EXERCISE BRIEF:
Whenever a picture appears in the records, exclude it, and transcribe everything else exactly.

========================

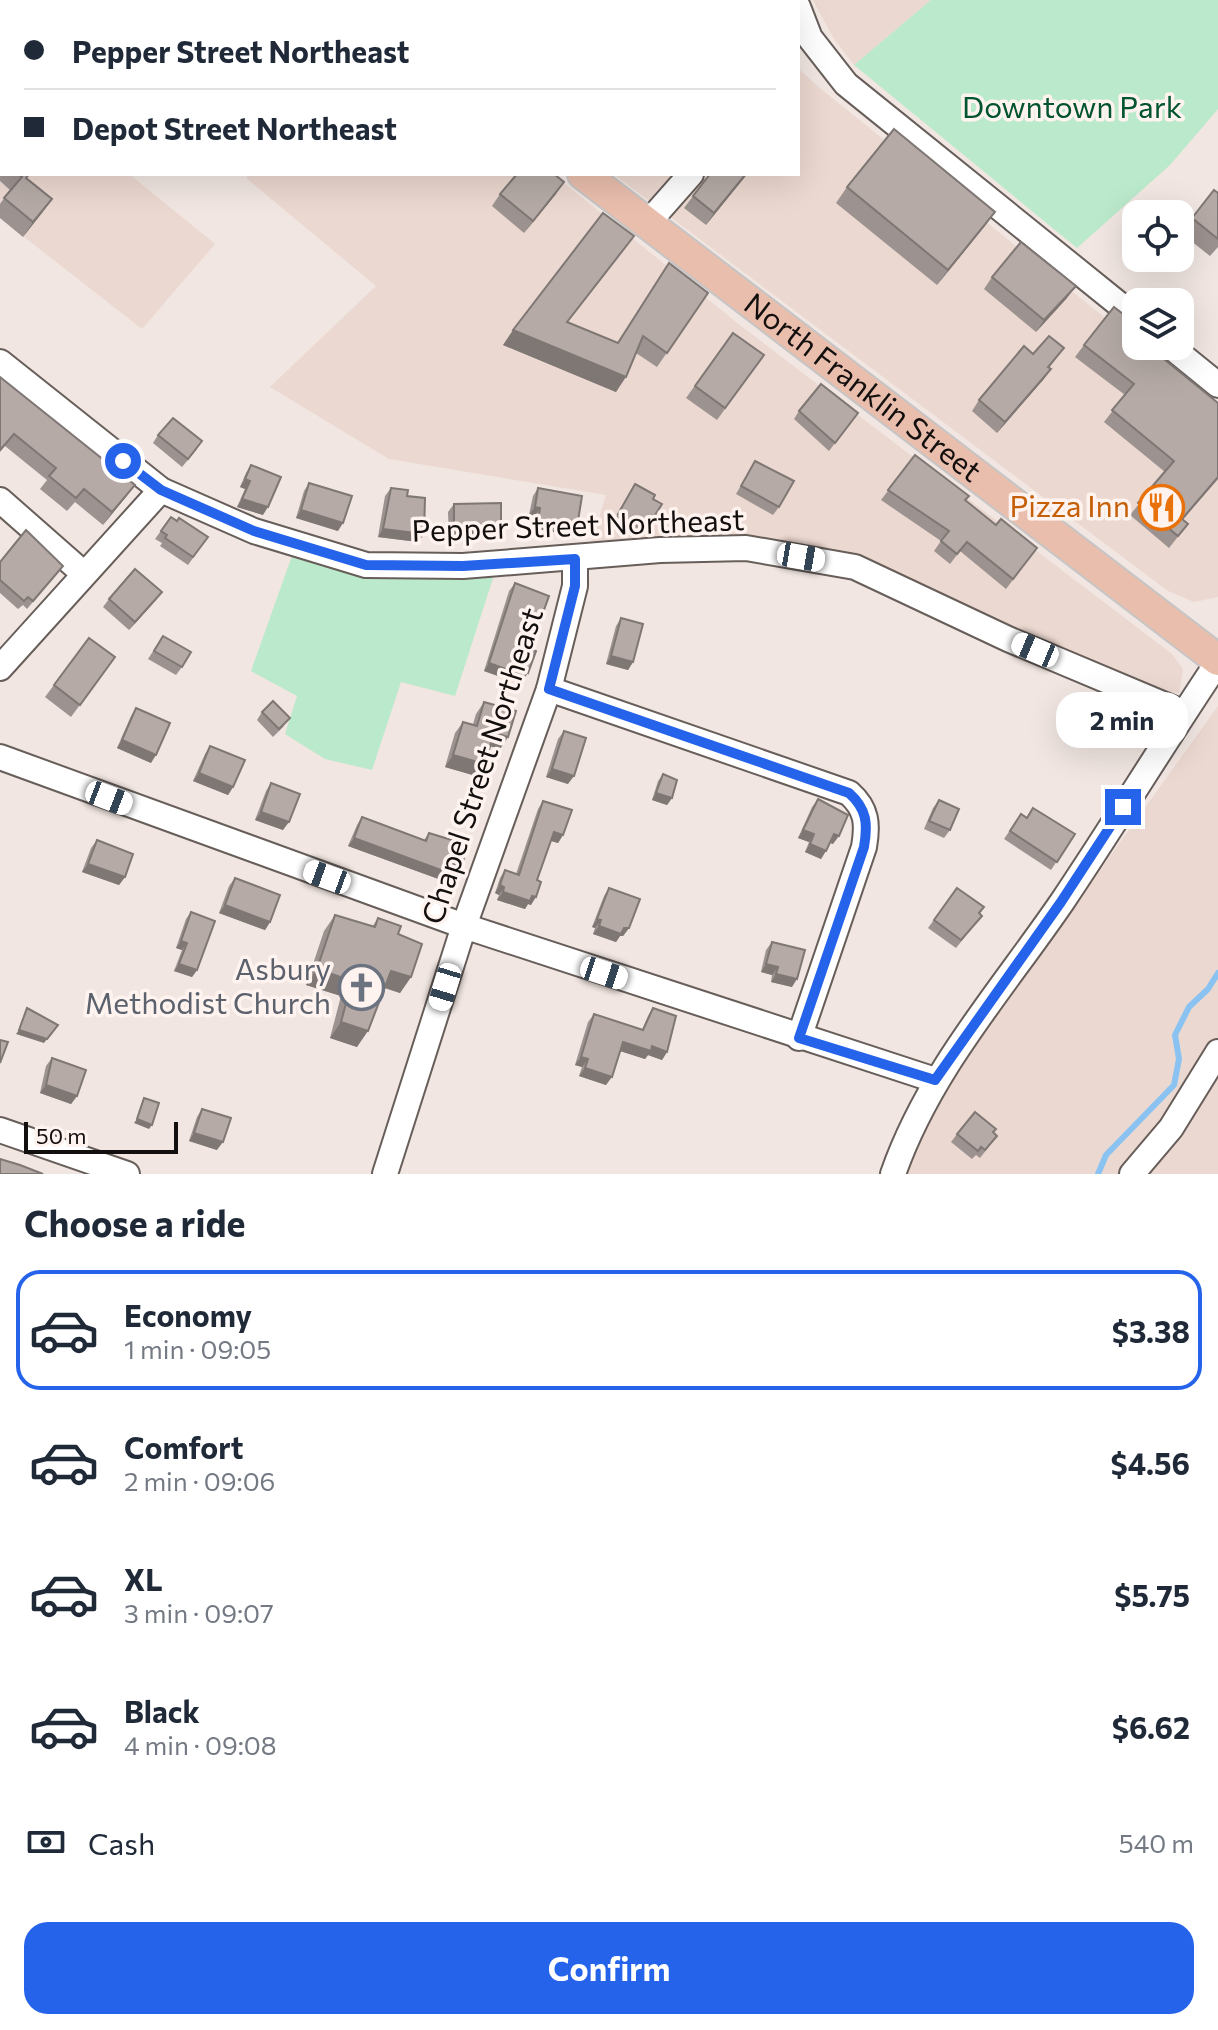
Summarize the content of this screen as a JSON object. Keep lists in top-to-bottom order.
{
  "streets": {
    "main road": ["North Franklin Street"],
    "street": ["Pepper Street Northeast", "Chapel Street Northeast"]
  },
  "crossings": [
    ["Pepper Street Northeast", "Chapel Street Northeast"]
  ],
  "parks": ["Downtown Park"],
  "places": {
    "restaurant": ["Pizza Inn"],
    "church": ["Asbury Methodist Church"]
  },
  "scale_bar": "50 m",
  "page": {
    "banner": ["Pepper Street Northeast", "Depot Street Northeast"],
    "bubble": "2 min",
    "scale": "50 m",
    "heading": "Choose a ride",
    "list": [
      {
        "name": "Economy",
        "note": "1 min · 09:05",
        "value": "$3.38"
      },
      {
        "name": "Comfort",
        "note": "2 min · 09:06",
        "value": "$4.56"
      },
      {
        "name": "XL",
        "note": "3 min · 09:07",
        "value": "$5.75"
      },
      {
        "name": "Black",
        "note": "4 min · 09:08",
        "value": "$6.62"
      }
    ],
    "pay": ["Cash", "540 m"],
    "buttons": "Confirm"
  }
}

========================

RESPONSE FOR THIS EXERCISE:
Summarize the content of this screen as a JSON object. Keep lists in top-to-bottom order.
{
  "streets": {
    "main road": ["North Franklin Street"],
    "street": ["Pepper Street Northeast", "Chapel Street Northeast"]
  },
  "crossings": [
    ["Pepper Street Northeast", "Chapel Street Northeast"]
  ],
  "parks": ["Downtown Park"],
  "places": {
    "restaurant": ["Pizza Inn"],
    "church": ["Asbury Methodist Church"]
  },
  "scale_bar": "50 m",
  "page": {
    "banner": ["Pepper Street Northeast", "Depot Street Northeast"],
    "bubble": "2 min",
    "scale": "50 m",
    "heading": "Choose a ride",
    "list": [
      {
        "name": "Economy",
        "note": "1 min · 09:05",
        "value": "$3.38"
      },
      {
        "name": "Comfort",
        "note": "2 min · 09:06",
        "value": "$4.56"
      },
      {
        "name": "XL",
        "note": "3 min · 09:07",
        "value": "$5.75"
      },
      {
        "name": "Black",
        "note": "4 min · 09:08",
        "value": "$6.62"
      }
    ],
    "pay": ["Cash", "540 m"],
    "buttons": "Confirm"
  }
}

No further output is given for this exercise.